Дамочку, попавшую в Топ ЖЖ за плевок в собственный народ, понять можно. Иначе в Топ не попадешь. Это элементарно: чем грязнее, пошлее, безапелляционнее и глупее пост, тем большее число «умников» он привлекает. Ее задор даже не возмущает. Оплевать можно что угодно и кого угодно. Ей бы для справки вначале почитать рассказ Куприна «Исполины». Его герой высказался о русских писателях точно так, как эта дамочка. Даже странно, а не плагиатор ли она? Впрочем, это лишнее доказательство того, что русская литература очень хорошо знала свой народ. Полное совпадение взглядов через век – достойно похвалы писательскому пониманию человека.
Но удивило меня не отношение к советскому периоду или к русской литературе. Ну, не понимает человек Паустовского с Пришвиным. Их, кстати, и в советское время плохо понимали. А удивило ее инфантильное отношение и ученическая оценка литературы как творчества. Взрослый, считающий себя интеллигентом, человек и вдруг лепет двоечника, которого заставили выучить стих. Правда, она била все-таки на советский менталитет, на тот факт, что советские учителя заставляли читать, учить и гордиться, не имея ничего другого. Но пропагандистское клише антисоветизма дела не меняет.
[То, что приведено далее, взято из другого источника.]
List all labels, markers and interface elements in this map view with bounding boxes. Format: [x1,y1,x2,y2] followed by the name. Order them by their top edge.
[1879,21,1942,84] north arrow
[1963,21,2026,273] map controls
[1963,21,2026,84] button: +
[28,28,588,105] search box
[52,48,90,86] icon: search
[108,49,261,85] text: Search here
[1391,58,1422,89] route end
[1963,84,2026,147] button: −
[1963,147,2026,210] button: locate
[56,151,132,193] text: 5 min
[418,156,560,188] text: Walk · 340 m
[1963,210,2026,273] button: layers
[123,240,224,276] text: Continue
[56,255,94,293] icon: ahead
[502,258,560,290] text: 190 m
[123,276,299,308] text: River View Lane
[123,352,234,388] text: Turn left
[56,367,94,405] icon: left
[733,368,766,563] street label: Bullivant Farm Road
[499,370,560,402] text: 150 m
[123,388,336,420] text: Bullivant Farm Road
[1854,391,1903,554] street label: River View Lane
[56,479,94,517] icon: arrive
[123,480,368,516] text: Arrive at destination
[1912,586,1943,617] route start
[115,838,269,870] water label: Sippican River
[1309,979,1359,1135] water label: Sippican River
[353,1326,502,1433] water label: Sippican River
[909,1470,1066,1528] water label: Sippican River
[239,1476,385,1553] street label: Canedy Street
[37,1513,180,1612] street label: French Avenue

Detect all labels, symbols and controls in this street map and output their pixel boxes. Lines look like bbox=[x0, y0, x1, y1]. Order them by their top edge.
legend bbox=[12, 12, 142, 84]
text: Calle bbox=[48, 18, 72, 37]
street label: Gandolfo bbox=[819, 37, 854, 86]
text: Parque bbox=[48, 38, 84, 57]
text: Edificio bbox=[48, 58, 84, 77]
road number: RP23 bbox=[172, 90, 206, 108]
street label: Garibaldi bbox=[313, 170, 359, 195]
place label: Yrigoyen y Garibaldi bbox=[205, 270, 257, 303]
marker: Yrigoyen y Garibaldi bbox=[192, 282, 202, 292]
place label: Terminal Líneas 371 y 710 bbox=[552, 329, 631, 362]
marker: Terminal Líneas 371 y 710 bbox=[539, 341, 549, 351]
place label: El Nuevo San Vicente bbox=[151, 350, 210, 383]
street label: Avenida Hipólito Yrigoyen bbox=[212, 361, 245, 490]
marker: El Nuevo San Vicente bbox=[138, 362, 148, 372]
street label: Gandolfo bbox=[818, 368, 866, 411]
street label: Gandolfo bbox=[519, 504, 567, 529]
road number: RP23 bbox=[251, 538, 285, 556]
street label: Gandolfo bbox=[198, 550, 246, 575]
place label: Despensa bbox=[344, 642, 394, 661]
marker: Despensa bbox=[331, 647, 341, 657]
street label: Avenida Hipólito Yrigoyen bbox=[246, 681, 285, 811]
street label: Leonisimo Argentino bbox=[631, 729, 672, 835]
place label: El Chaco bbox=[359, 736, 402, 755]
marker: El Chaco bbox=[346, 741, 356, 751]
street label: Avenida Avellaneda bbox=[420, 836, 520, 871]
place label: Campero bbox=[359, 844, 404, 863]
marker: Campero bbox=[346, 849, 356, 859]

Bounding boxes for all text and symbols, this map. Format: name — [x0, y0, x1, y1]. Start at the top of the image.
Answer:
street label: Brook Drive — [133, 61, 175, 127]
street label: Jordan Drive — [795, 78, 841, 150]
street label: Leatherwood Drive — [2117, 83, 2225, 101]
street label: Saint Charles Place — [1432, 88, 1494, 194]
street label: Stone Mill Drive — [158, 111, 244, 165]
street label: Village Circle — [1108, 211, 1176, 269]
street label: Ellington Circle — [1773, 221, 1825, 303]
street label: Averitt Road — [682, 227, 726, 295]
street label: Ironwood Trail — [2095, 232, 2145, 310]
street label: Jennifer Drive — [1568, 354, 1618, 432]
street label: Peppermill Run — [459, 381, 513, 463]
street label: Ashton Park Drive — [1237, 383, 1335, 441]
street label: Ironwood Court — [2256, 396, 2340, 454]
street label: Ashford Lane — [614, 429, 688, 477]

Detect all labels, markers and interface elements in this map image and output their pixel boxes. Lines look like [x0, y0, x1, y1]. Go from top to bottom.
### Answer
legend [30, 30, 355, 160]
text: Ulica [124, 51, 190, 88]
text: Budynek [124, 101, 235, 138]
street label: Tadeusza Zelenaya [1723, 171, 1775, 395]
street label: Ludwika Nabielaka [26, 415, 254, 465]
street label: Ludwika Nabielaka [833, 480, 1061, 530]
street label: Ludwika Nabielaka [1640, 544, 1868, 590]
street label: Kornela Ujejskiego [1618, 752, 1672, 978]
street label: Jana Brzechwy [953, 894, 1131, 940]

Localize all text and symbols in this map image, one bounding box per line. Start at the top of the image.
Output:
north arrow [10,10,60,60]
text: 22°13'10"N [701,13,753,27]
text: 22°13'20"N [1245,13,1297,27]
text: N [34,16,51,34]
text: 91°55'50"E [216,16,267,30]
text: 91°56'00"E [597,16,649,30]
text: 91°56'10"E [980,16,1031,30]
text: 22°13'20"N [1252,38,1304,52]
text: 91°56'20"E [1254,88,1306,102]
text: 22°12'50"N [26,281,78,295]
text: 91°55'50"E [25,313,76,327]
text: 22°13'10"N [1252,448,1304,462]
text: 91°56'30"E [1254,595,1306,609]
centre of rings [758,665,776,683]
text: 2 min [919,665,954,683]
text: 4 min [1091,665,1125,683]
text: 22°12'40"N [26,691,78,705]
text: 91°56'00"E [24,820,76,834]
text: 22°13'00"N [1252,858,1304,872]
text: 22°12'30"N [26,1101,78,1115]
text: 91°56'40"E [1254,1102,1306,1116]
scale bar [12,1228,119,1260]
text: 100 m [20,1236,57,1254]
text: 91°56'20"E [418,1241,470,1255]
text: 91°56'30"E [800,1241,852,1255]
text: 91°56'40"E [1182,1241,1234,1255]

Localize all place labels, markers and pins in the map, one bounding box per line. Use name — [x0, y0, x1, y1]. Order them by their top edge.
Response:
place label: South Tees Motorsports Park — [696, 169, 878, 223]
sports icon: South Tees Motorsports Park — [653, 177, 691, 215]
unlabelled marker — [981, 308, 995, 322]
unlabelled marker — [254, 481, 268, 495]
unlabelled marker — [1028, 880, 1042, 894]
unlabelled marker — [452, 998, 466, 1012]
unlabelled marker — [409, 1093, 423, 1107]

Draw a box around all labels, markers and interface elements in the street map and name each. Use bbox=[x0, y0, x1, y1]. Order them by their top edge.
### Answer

И вот вопрос, не к этой дамочке, а вопрос ко всему обществу, именующему себя интеллектуальной элитой: а понимаете ли вы вообще, что есть литература и для чего она существует? Как вы отнесетесь к зарубежной литературе, если вы не только не родились, но и не росли ни в Англии, ни во Франции, ни даже в Болгарии или ЮАР? Для вас это развлечение, иллюстрация, на худой конец мировая философская заумь на манер Сартра или Камю. Но писатель вообще-то не задается целью создать экзистенциализм, символизм с аллитерацией. Это так, побочный продукт эпохи. А если глубже, то он выражает свое «я» и свою память о людях, о времени, об эпохе, в которую жил. Он говорит от полноты сердца, постигшего свой мир. Относясь к литературе так, как дамочка, человек заявляет о себе, как о лишенном и прошлого, и будущего, индивиде. Ему не с кем поговорить, у него нет и не было прабабушек и прапрабабушек с прадедушками и прапрадедушками, у него не было в этой стране родителей, а была только ненасытная зависть к чьему-то благополучию и ненависть к «этой стране», где ее учили и что-то заставляли читать. Это убогое перекати - поле оплевывает не литературу и советское прошлое, а себя и свою семью, прожившую целую жизнь без воспоминаний, без беседы с прошлым, без связи с природой и впечатлениями от своего образа жизни.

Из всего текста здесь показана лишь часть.